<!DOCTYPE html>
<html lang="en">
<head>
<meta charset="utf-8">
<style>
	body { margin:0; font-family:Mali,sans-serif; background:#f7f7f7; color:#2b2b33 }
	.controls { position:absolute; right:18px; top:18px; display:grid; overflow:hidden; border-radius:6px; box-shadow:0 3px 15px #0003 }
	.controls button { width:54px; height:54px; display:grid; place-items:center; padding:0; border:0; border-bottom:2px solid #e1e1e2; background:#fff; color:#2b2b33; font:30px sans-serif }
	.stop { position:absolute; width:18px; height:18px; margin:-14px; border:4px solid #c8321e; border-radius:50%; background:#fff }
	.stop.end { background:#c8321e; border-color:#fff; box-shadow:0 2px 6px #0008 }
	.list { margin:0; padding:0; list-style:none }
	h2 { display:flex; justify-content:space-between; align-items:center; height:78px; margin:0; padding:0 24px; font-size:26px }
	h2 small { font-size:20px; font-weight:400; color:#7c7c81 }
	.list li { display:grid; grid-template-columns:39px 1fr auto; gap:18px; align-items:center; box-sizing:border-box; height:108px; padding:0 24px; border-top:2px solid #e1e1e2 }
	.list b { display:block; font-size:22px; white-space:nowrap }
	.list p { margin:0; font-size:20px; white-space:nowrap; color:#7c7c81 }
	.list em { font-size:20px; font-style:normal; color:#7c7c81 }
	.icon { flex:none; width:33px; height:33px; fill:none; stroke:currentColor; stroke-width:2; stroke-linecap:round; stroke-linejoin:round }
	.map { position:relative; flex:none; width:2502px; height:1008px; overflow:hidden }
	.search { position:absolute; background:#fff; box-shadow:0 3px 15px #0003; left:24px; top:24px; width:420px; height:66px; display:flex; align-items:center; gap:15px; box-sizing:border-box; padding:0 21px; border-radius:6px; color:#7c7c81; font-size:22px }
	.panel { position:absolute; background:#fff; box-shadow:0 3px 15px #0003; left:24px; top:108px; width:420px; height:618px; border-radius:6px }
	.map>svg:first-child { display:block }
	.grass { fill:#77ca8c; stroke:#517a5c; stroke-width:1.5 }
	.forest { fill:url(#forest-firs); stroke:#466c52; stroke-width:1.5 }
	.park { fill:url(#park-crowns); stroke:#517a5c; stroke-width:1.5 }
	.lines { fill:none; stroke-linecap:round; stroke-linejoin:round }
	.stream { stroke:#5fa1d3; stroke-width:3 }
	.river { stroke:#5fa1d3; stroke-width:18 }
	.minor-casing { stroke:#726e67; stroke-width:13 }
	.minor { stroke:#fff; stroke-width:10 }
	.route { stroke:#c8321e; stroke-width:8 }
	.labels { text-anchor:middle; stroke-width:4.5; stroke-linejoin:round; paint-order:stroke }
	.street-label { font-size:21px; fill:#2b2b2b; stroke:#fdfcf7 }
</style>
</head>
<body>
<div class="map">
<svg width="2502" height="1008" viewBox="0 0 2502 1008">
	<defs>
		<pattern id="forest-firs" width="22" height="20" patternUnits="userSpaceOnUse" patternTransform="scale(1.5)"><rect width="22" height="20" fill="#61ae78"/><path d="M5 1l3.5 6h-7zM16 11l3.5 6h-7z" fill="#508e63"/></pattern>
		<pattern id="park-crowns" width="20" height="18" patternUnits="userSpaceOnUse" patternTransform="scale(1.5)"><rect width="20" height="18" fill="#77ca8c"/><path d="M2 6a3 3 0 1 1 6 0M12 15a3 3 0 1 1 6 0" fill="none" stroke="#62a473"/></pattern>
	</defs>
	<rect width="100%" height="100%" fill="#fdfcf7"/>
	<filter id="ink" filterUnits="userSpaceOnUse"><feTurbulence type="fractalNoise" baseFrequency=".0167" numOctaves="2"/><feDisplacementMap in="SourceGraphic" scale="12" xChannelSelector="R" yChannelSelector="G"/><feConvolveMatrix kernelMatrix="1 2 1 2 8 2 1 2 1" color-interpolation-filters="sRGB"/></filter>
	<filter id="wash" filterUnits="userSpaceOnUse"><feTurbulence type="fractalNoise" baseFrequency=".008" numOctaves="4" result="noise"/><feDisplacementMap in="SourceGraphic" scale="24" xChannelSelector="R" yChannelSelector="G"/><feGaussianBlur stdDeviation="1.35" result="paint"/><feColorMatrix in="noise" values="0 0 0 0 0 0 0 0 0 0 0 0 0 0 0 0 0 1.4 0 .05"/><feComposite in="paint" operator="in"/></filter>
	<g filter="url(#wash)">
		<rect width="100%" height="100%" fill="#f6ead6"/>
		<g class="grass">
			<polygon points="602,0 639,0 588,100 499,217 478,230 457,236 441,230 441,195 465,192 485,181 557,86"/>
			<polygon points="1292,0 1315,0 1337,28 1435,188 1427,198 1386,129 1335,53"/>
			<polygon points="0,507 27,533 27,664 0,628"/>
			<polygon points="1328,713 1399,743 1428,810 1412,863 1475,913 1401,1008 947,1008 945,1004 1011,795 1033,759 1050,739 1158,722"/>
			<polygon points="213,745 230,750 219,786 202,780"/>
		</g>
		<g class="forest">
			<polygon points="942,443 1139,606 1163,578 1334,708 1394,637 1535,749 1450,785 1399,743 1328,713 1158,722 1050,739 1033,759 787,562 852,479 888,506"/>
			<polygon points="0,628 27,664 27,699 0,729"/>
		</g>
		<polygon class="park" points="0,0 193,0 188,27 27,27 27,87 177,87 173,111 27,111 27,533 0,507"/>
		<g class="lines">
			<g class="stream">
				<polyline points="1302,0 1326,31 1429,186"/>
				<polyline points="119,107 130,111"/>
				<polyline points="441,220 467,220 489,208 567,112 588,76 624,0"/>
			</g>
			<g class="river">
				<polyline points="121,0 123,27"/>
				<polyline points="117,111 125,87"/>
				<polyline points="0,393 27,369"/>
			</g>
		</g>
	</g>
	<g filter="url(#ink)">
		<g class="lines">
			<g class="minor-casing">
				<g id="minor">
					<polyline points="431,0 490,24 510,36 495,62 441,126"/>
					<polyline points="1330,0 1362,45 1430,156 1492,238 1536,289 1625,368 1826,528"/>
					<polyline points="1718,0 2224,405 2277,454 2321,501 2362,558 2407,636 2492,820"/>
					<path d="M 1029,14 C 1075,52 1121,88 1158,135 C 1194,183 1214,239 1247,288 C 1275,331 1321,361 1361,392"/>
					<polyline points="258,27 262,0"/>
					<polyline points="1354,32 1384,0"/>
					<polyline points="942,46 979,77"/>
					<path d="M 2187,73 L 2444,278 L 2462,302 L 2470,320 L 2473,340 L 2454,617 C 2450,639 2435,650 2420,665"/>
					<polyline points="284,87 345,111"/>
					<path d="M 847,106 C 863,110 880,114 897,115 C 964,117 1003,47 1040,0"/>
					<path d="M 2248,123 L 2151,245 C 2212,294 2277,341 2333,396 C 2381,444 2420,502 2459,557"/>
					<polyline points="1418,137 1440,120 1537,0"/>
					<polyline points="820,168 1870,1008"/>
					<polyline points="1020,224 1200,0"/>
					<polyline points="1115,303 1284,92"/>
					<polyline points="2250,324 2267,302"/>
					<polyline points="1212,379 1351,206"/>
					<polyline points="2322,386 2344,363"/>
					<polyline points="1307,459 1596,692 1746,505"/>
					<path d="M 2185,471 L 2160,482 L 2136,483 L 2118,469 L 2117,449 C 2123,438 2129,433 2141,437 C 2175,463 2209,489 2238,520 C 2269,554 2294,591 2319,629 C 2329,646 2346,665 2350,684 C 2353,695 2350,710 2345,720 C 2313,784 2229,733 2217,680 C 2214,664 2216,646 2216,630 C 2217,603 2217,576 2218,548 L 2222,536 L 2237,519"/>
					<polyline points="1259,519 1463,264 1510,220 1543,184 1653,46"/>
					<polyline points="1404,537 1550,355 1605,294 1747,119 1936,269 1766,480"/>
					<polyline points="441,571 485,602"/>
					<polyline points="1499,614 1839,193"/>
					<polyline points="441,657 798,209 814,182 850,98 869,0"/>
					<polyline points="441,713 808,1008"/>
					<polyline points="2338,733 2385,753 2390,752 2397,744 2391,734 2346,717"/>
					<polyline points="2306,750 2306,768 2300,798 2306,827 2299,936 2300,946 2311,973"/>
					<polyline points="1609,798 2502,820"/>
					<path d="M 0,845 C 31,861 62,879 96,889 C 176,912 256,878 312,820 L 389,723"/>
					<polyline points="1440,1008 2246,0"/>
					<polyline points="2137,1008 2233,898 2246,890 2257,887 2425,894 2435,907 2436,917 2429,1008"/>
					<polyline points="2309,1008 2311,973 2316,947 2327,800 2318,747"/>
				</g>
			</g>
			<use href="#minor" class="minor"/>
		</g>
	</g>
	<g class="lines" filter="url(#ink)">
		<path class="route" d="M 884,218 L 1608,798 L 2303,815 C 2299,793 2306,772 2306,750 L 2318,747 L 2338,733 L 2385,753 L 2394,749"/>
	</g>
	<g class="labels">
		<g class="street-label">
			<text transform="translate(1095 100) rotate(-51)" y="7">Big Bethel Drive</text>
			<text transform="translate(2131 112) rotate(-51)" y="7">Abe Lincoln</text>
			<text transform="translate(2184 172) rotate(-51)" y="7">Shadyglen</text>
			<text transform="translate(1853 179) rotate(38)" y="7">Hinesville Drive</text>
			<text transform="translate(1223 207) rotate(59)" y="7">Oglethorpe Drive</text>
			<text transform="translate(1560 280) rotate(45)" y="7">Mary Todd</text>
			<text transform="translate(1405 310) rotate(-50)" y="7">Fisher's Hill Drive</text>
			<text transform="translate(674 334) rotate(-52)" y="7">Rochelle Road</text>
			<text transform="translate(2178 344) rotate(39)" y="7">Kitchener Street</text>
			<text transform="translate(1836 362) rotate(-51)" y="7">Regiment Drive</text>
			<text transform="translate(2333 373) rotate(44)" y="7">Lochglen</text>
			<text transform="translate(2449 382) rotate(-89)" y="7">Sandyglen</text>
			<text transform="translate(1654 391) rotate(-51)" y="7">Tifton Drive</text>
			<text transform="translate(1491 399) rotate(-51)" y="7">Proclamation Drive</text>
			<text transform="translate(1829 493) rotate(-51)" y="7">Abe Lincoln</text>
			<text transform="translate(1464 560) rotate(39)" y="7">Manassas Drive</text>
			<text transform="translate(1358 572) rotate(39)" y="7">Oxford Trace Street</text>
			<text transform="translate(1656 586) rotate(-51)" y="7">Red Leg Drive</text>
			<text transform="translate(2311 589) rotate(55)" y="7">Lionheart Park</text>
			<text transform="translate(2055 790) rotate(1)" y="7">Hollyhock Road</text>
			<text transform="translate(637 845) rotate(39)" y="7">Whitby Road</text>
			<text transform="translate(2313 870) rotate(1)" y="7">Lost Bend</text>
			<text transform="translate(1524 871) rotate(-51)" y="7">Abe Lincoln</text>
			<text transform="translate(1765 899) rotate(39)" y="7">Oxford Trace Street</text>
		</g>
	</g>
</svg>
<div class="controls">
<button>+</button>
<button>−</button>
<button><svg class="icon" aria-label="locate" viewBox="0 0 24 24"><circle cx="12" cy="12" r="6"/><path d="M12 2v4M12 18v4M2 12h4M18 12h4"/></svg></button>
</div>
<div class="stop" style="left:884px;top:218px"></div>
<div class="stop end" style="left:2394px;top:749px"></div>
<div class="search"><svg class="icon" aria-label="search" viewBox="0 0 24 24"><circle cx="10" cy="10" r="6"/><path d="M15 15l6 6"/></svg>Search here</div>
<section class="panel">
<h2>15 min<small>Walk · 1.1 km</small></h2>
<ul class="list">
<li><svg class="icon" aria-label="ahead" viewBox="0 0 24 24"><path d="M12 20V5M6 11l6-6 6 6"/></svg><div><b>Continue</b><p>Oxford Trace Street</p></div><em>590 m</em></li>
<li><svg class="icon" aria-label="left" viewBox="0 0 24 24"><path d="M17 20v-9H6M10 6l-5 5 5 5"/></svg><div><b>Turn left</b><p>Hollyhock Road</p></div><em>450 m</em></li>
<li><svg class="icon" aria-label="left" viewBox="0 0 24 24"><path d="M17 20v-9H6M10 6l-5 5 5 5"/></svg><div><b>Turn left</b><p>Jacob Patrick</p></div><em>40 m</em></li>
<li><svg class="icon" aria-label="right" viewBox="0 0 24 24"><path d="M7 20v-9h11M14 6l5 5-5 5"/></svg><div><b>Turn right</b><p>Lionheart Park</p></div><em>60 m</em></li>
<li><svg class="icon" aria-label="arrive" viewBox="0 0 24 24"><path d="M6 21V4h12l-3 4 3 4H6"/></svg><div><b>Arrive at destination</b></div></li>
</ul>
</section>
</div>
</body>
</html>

Problem to work on: All lines above holding the word "flex" make up the answer; copy each one.

Exercise output:
	h2 { display:flex; justify-content:space-between; align-items:center; height:78px; margin:0; padding:0 24px; font-size:26px }
	.icon { flex:none; width:33px; height:33px; fill:none; stroke:currentColor; stroke-width:2; stroke-linecap:round; stroke-linejoin:round }
	.map { position:relative; flex:none; width:2502px; height:1008px; overflow:hidden }
	.search { position:absolute; background:#fff; box-shadow:0 3px 15px #0003; left:24px; top:24px; width:420px; height:66px; display:flex; align-items:center; gap:15px; box-sizing:border-box; padding:0 21px; border-radius:6px; color:#7c7c81; font-size:22px }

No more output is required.